LC resonant frequency: formula and tuning

An LC oscillator — an inductor (L) connected to a capacitor (C) — resonates at f = 1 / (2π · √(L · C)), with L in henries (H), C in farads (F) and f in hertz (Hz). At resonance the capacitive reactance equals the inductive reactance (X_C = X_L): in a series LC the current peaks, in a parallel LC the current drops to a minimum. The quality factor Q describes how sharp the resonance is — higher Q means a narrower passband. Heinrich Hertz used a resonant LC circuit in 1887 to confirm Maxwell's electromagnetic waves, opening the door to radio. Example: L = 1 mH, C = 100 nF → f = 1 / (2π · √(10^-3 · 10^-7)) ≈ 15.9 kHz (audio range). For tuning AM radio at 1 MHz, the LC product must be around 25 µH·nF.

Applications: radio, filters and beyond

LC resonance powers AM/FM radio tuning, RF filters (band-pass, band-stop), clock generation in oscillators, and antenna design (quarter-wave antennas have length λ/4 = c / (4f)). It also appears in MRI (proton precession frequency in a magnetic field) and in acoustic instruments by analogy — strings and tubes resonate at frequencies determined by length and tension, much like LC circuits do with L and C.

FAQ

What is the difference between series and parallel LC? In series, impedance is minimum at resonance (maximum current). In parallel, impedance is maximum (minimum current) — a parallel LC is called a tank circuit.

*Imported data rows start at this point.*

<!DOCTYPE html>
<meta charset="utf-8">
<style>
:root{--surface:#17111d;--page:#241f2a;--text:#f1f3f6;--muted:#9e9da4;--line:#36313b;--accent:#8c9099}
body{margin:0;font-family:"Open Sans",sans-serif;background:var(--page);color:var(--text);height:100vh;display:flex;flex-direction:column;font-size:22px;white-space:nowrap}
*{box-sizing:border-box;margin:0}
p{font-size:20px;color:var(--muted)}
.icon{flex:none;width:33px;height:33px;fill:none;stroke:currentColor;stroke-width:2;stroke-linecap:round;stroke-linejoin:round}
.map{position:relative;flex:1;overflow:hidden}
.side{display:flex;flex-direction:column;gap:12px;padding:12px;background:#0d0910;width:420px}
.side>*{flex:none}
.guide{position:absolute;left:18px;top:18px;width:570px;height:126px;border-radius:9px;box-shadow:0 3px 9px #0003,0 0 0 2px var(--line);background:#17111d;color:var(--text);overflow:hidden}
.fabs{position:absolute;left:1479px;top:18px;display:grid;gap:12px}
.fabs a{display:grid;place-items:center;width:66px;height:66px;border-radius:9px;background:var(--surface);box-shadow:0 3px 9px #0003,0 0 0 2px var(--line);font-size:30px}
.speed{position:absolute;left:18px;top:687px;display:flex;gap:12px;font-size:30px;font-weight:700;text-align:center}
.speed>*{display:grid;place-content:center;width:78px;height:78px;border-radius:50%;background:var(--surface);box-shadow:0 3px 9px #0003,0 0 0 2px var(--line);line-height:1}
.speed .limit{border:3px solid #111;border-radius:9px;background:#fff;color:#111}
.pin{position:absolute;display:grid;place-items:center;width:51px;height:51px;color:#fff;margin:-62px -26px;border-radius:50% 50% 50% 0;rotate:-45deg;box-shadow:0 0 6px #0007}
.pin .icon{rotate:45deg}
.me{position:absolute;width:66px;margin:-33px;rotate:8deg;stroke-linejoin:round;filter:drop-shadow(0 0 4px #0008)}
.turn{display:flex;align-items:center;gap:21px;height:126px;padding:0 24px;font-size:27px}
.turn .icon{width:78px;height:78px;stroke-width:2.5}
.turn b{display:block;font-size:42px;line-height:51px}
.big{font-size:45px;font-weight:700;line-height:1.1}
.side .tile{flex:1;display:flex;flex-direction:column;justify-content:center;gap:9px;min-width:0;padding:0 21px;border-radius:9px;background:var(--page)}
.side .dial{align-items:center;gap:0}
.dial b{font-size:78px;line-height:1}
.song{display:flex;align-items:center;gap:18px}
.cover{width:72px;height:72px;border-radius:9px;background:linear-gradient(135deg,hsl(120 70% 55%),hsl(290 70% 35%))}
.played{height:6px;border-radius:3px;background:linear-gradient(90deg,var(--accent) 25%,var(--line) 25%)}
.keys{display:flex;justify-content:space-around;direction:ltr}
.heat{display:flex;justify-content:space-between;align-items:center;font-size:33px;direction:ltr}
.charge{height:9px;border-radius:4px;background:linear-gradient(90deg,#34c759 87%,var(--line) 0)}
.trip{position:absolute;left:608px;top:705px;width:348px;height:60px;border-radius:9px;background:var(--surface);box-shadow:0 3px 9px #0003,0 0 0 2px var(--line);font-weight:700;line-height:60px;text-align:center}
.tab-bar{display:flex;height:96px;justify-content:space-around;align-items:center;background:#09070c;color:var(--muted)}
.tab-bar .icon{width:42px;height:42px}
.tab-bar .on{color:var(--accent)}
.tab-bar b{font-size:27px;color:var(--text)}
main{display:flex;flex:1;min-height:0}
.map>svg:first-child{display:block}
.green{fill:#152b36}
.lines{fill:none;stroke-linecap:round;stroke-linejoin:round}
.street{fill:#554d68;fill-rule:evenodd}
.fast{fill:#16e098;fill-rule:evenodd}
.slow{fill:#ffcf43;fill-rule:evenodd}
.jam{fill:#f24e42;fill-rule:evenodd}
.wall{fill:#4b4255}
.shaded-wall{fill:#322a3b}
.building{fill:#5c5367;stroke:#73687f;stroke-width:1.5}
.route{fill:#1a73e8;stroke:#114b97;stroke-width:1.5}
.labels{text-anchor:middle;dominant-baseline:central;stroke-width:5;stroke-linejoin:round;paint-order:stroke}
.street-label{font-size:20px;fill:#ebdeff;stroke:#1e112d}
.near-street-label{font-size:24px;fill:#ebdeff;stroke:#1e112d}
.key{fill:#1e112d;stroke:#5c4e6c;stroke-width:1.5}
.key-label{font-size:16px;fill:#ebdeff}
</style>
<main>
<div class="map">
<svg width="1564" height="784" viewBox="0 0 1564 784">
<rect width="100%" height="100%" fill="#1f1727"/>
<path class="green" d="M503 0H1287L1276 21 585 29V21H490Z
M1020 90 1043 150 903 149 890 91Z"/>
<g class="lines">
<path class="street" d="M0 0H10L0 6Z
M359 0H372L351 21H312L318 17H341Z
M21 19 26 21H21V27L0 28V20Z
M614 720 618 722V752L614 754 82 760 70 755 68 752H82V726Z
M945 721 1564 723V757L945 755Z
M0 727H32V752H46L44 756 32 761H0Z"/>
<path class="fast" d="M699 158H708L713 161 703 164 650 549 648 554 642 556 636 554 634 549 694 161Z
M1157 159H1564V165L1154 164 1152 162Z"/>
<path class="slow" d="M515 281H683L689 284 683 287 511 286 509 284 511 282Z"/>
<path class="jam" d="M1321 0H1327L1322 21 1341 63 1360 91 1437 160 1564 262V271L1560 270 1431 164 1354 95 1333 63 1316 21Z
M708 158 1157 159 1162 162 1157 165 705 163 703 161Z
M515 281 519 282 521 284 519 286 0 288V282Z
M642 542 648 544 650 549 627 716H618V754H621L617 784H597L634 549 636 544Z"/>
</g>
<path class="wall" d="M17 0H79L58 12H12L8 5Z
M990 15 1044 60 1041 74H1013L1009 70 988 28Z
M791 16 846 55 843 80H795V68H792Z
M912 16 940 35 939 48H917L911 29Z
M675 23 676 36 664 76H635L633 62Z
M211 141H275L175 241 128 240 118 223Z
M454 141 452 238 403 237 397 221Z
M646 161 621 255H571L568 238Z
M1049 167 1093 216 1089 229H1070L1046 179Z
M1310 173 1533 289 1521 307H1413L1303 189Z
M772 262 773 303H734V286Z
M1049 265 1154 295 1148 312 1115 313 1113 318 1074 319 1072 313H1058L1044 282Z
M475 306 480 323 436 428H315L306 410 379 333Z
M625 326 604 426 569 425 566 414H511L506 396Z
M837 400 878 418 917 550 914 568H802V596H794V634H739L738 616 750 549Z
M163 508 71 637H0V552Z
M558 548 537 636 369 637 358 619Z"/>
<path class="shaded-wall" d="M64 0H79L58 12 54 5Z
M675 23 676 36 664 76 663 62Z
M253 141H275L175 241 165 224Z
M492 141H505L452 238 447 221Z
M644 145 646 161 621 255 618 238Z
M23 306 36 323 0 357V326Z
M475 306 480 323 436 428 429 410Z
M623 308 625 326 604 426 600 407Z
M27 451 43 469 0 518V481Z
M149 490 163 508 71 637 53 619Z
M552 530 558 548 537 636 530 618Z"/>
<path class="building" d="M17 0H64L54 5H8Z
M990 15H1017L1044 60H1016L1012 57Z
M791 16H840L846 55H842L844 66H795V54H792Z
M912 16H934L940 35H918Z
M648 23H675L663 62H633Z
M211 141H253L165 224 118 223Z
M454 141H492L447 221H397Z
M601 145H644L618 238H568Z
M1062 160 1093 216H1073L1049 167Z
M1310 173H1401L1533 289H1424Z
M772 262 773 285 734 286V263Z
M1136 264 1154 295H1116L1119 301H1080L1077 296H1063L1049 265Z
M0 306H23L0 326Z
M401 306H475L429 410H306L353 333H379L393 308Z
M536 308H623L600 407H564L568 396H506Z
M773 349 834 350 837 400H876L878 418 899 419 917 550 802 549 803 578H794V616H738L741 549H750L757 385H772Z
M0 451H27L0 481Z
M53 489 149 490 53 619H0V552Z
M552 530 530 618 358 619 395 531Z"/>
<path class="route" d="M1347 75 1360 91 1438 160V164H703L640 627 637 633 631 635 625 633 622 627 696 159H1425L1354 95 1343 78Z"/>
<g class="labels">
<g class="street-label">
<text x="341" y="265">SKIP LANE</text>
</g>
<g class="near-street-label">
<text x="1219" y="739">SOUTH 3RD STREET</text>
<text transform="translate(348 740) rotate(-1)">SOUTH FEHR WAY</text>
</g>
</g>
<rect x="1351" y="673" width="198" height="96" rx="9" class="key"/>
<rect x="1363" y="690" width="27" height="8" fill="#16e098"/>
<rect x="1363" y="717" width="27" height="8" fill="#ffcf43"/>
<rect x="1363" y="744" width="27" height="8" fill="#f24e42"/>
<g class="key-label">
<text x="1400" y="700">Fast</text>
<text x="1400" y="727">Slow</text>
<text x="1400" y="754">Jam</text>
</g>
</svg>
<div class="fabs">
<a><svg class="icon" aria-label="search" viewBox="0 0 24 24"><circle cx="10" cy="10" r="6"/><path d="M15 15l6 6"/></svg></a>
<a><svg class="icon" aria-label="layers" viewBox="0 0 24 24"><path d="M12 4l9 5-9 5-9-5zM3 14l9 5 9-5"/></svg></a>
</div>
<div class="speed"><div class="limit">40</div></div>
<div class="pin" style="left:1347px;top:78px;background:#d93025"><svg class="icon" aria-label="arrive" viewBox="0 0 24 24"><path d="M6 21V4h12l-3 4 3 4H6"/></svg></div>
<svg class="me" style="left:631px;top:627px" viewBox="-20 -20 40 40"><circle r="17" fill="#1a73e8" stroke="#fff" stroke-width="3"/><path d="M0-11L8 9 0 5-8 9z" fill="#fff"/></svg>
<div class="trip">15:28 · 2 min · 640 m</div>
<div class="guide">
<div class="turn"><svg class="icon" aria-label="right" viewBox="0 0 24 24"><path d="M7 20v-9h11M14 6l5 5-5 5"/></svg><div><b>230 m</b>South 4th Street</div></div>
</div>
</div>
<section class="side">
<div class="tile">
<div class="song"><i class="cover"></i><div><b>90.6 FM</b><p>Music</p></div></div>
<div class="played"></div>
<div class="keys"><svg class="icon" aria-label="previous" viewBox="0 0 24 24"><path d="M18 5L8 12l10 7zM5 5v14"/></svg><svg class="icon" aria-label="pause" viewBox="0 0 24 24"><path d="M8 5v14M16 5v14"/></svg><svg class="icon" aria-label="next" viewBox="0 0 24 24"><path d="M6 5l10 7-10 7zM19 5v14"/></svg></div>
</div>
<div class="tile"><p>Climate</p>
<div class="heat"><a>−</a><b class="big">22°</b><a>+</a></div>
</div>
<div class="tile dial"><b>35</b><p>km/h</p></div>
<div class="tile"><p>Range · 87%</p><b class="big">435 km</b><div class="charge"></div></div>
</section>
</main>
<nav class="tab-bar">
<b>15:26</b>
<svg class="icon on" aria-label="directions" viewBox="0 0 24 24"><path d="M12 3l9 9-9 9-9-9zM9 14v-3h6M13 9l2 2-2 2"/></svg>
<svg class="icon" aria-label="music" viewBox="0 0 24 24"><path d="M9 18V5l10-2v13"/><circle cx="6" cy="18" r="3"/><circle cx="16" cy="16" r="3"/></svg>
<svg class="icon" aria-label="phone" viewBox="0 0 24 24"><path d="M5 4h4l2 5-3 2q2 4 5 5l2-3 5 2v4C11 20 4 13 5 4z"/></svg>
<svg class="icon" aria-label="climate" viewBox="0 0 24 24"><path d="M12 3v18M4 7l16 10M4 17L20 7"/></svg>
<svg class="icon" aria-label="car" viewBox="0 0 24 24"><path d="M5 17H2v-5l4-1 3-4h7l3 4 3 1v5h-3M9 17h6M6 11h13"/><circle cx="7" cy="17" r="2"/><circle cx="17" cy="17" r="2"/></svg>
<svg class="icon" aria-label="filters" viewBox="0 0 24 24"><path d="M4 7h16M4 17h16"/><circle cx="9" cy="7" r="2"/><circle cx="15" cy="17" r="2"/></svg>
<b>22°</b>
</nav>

Why is resistance not in the formula? The ideal LC formula assumes no losses. Real circuits have resistance that lowers Q and slightly shifts the peak, but resonance frequency is dominated by L and C.

How do I tune to a specific frequency? Pick L, then solve C = 1 / ((2πf)² · L). For variable tuning, use a trimmer capacitor or a varicap diode.

What units should I use? SI: henries and farads give hertz. For practical values, 1 µH = 10^-6 H, 1 nF = 10^-9 F. With L in µH and C in nF, frequency in MHz: fMHz ≈ 159.2 / √(LµH · CnF).